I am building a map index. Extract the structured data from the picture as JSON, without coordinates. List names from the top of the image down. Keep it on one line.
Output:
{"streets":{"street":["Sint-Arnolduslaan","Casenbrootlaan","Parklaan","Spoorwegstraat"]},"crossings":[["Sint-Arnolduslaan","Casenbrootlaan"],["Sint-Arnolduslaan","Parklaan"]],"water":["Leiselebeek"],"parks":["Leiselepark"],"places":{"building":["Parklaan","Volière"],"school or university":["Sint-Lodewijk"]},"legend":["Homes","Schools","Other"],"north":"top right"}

#####

Task brief
The material shown above is to be retyped in full, without alteration.

Output of the task
I am building a map index. Extract the structured data from the picture as JSON, without coordinates. List names from the top of the image down. Keep it on one line.
Output:
{"streets":{"street":["Sint-Arnolduslaan","Casenbrootlaan","Parklaan","Spoorwegstraat"]},"crossings":[["Sint-Arnolduslaan","Casenbrootlaan"],["Sint-Arnolduslaan","Parklaan"]],"water":["Leiselebeek"],"parks":["Leiselepark"],"places":{"building":["Parklaan","Volière"],"school or university":["Sint-Lodewijk"]},"legend":["Homes","Schools","Other"],"north":"top right"}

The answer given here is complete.